A principal praça da cidade, porém, é sem dúvida a Place de la République. É lá que fica o prédio da Prefeitura (Hôtel de Ville), um triunfo da arquitetura clássica construído entre 1673 e 1676 e inspirado no estilo de Jules Hardouin-Mansart, nomeado arquiteto de Luís XIV em 1676. Pouco depois que o prédio foi concluído, um obelisco egípcio de 15 metros de altura encontrado no anfiteatro romano foi transportado para lá numa operação que deve ter gerado um transforno danado. Se esse transporte já seria difícil hoje, imagine mais de três séculos atrás!

Place de la République com o obelisco egípcio, o prédio da Prefeitura ao fundo e a Igreja Saint-Trophime à direita.
Foto: Melvin

Ainda na Place de la République, entrando pelo prédio da Prefeitura, visitei os Cryptoportiques, uma extensa galeria subterrânea com arcadas em formato de ferradura, construída no ano 40 a.C., que fazia parte do antigo Fórum Romano. A esse respeito, vale lembrar que toda cidade romana que se prezasse tinha um fórum. A iluminação fraca não favorecia fotos e achei o lugar um tanto opressor, de forma que não via a hora de sair dali para ver a luz do sol. E por falar em opressão, em um pátio atrás do prédio da Prefeitura, topei com um lugar que me remeteu a desespero e desolação. Conforme a inscrição na placa, tratava-se de três celas de prisão onde foram encarcerados arlesianos antes de serem deportados, pelos nazistas, aos campos de concentração. Um passado triste e assustadoramente recente.

As celas de prisão onde foram aprisionados os pobres arlesianos deportados para os campos de concentração nazistas.
Foto: Simone Catto

Foto: Simone Catto

Um dos monumentos que estavam na minha lista de visitas era a famosa Igreja de Saint-Trophime, na Place de la République, que eu já conhecia dos livros de história da arte e que integra os estilos românico e gótico.

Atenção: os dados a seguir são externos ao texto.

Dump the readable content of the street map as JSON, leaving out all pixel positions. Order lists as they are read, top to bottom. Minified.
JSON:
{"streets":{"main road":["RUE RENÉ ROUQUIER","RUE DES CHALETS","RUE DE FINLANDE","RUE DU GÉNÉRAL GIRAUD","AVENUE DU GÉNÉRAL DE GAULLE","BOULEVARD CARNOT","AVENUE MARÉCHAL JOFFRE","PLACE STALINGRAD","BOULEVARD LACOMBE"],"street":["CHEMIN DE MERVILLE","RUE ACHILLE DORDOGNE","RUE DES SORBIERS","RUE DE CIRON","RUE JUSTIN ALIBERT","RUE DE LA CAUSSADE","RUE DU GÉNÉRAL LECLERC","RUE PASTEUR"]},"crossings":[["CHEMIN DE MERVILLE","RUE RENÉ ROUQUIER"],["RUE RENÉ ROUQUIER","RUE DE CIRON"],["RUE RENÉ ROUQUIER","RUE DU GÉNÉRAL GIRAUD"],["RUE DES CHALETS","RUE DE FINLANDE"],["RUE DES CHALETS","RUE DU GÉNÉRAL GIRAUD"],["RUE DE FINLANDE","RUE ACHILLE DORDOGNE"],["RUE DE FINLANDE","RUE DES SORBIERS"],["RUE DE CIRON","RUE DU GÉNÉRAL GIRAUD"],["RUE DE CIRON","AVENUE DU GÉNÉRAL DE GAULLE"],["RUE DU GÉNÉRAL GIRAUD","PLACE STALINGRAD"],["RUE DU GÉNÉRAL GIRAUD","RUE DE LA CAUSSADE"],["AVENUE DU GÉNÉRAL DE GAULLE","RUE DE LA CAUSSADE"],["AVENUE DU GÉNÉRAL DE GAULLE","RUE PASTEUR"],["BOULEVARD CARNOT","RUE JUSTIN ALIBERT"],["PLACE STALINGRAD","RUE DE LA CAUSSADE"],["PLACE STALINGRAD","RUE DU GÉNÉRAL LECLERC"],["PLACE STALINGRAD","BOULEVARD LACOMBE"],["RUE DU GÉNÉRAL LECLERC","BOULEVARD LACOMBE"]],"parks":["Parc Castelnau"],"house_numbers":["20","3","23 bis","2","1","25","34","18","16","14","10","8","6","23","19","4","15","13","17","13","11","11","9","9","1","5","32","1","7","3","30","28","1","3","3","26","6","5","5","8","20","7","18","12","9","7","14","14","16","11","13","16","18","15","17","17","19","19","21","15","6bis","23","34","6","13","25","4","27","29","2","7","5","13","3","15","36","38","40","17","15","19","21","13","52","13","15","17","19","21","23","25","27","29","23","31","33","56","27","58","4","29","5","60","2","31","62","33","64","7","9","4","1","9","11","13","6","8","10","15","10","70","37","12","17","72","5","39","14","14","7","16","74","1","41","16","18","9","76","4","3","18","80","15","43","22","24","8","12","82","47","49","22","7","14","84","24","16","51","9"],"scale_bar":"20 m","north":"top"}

Fachada da Igreja Saint-Trophime - Foto: Simone Catto

A igreja começou a ser construída por volta do ano 1100, mas sua bela fachada ladeada de estátuas dos Apóstolos e o frontão que representa Cristo cercado pelos quatro Evangelistas (Mateus, Lucas, Marcos e João) data de 1180-1190.

Detalhe dos Apóstolos de Cristo esculpidos na fachada
da igreja - Foto: Simone Catto

Foto: Simone Catto

O sino e o transepto também são do período românico, assim como a nave e os corredores abobadados de meados do século XII.

A nave em estilo românico de Saint-Trophime
Foto: Simone Catto

Detalhe do interior da igreja - Foto: Simone Catto

Na metade do século XIV, a cabeceira da igreja, que compreende o coro, o altar e belas capelas adjacentes, foi construída já no estilo gótico, mais extravagante, para substituir o austero altar românico.

Capela de Saint-Trophime no estilo gótico.
Foto: Simone Catto

Neste altar, havia várias relíquias de santos.
Foto: Simone Catto

Em minhas andanças pela cidade, encontrei também a Igreja Notre-Dame-de-la-Major atrás do anfiteatro romano, a qual tem um altar dedicado a Nossa Senhora e teve a palavra "Major" acrescentada ao nome por se localizar no topo da colina de Arles. Segundo descobertas arqueológicas de 1758, a igreja foi construída no século XII no local onde antes havia um templo romano, mas sofreu alterações sucessivas até o século XVII. Como o quarteirão foi bombardeado em 1944, durante a II Guerra Mundial, a abóbada e o sino da igreja foram danificados e posteriormente restaurados.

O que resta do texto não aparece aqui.